Si rileva ulteriormente che la sovrapposizione di elementi urbanistici e sanitari (cfr. art. 8, co. 5, lett. c, che prevede l’inoltro al Comune della “richiesta, segnalazione o comunicazione…”) non è coerente con il dettato dell’art. 8-ter del decreto legislativo n. 502/1992. Ed invero, il comma 1-quinquies dell’articolo 6 della legge regionale n. 4/2003, così come modificato dalla legge regionale n. 8/2019, prevede che il Comune, a seguito della presentazione da parte del proprietario o dell’avente diritto della SCIA o della CILA, acquisisca preventivamente “su richiesta del soggetto interessato” dalla Regione il parere obbligatorio e vincolante concernente la verifica di compatibilità rispetto al fabbisogno di assistenza e alla localizzazione territoriale delle strutture presenti sul territorio regionale.

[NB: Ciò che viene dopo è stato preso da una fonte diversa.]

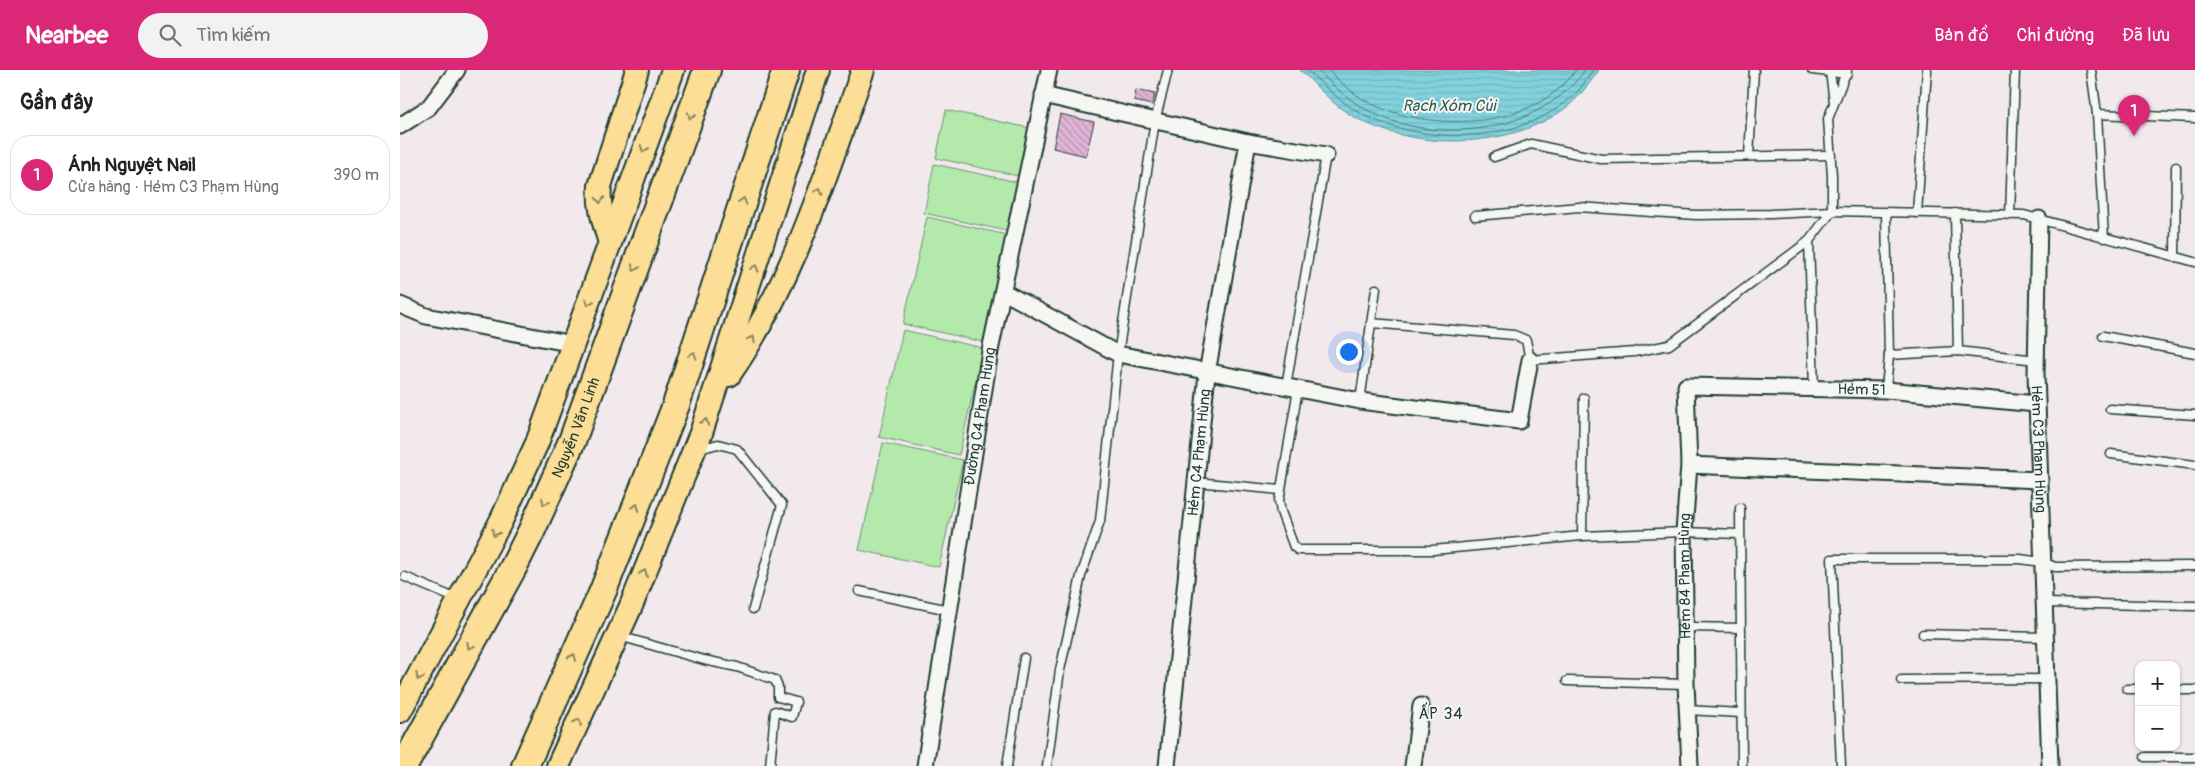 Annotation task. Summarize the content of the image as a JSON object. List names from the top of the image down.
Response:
{
  "streets": {
    "highway": ["Nguyễn Văn Linh"],
    "street": [
      "Hẻm 51",
      "Đường C4 Phạm Hủng",
      "Hẻm C3 Phạm Hùng",
      "Hẻm C4 Phạm Hùng",
      "Hẻm 84 Phạm Hùng"
    ]
  },
  "crossings": [
    ["Hẻm 51", "Hẻm C3 Phạm Hùng"],
    ["Hẻm 51", "Hẻm 84 Phạm Hùng"]
  ],
  "districts": ["ẤP 34"],
  "water": ["Rạch Xóm Củi"],
  "page": {
    "header": "Nearbee",
    "search": "Tìm kiếm",
    "nav": ["Bản đồ", "Chỉ đường", "Đã lưu"],
    "heading": "Gần đây",
    "pins": "1",
    "list": [
      {
        "mark": "1",
        "name": "Ánh Nguyệt Nail",
        "note": "Cửa hàng · Hẻm C3 Phạm Hùng",
        "value": "390 m"
      }
    ],
    "map_buttons": ["+", "−"]
  }
}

Pertanto, si presume che l’autorizzazione alla realizzazione consegua alla presentazione della SCIA o della CILA (o alla realizzazione dell’intervento in edilizia libera), accompagnata dal preventivo rilascio del parere di compatibilità con il fabbisogno dalla Regione. È evidente che, in tale evenienza, il Comune non possa compiere alcuna valutazione (di programmazione urbanistica) relativamente al rilascio dell’autorizzazione alla realizzazione, risolvendosi la questione nel mero rilascio del parere di compatibilità con il fabbisogno regionale espresso dalla Regione.
Si ritiene che, sotto questo profilo, la disposizione non risulti in linea con i principi della normativa statale contenuti nell’articolo 8-ter del decreto legislativo n. 502/1992, dando luogo ad un’abrogazione di fatto dell’istituto dell’autorizzazione alla realizzazione, dal momento che, in taluni casi, fa venire completamente meno le valutazioni di competenza comunale sottese al rilascio della predetta autorizzazione (che non coincidono - si ribadisce - con le valutazioni effettuate per il rilascio dei titoli edilizi).

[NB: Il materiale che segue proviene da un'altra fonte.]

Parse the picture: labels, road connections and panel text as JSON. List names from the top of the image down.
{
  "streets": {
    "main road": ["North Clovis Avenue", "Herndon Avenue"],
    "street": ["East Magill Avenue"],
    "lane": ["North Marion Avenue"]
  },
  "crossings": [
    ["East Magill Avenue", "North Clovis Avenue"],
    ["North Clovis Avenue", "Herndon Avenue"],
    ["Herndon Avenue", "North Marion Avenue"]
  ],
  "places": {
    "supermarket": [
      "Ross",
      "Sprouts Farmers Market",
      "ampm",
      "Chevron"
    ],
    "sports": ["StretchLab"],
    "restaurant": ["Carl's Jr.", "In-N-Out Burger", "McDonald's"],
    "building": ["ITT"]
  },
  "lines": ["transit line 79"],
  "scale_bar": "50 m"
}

Dalla lettura del testo della legge risultante dalla novella apportata, peraltro, non si comprende quale sia il regime a cui siano sottoposte “le strutture che erogano prestazioni di assistenza specialistica, in regime ambulatoriale ivi comprese quelle riabilitative” di cui all’articolo 4, comma 1, lett. a), della legge regionale n. 4/2003, atteso che le stesse non sono ricomprese nell’ambito di applicazione del comma 1-ter e del comma 1-quinquies dell’articolo 6 della stessa legge n. 4/2003, sebbene anche per esse sia previsto il preventivo rilascio dell’autorizzazione alla realizzazione ai sensi del medesimo articolo 4.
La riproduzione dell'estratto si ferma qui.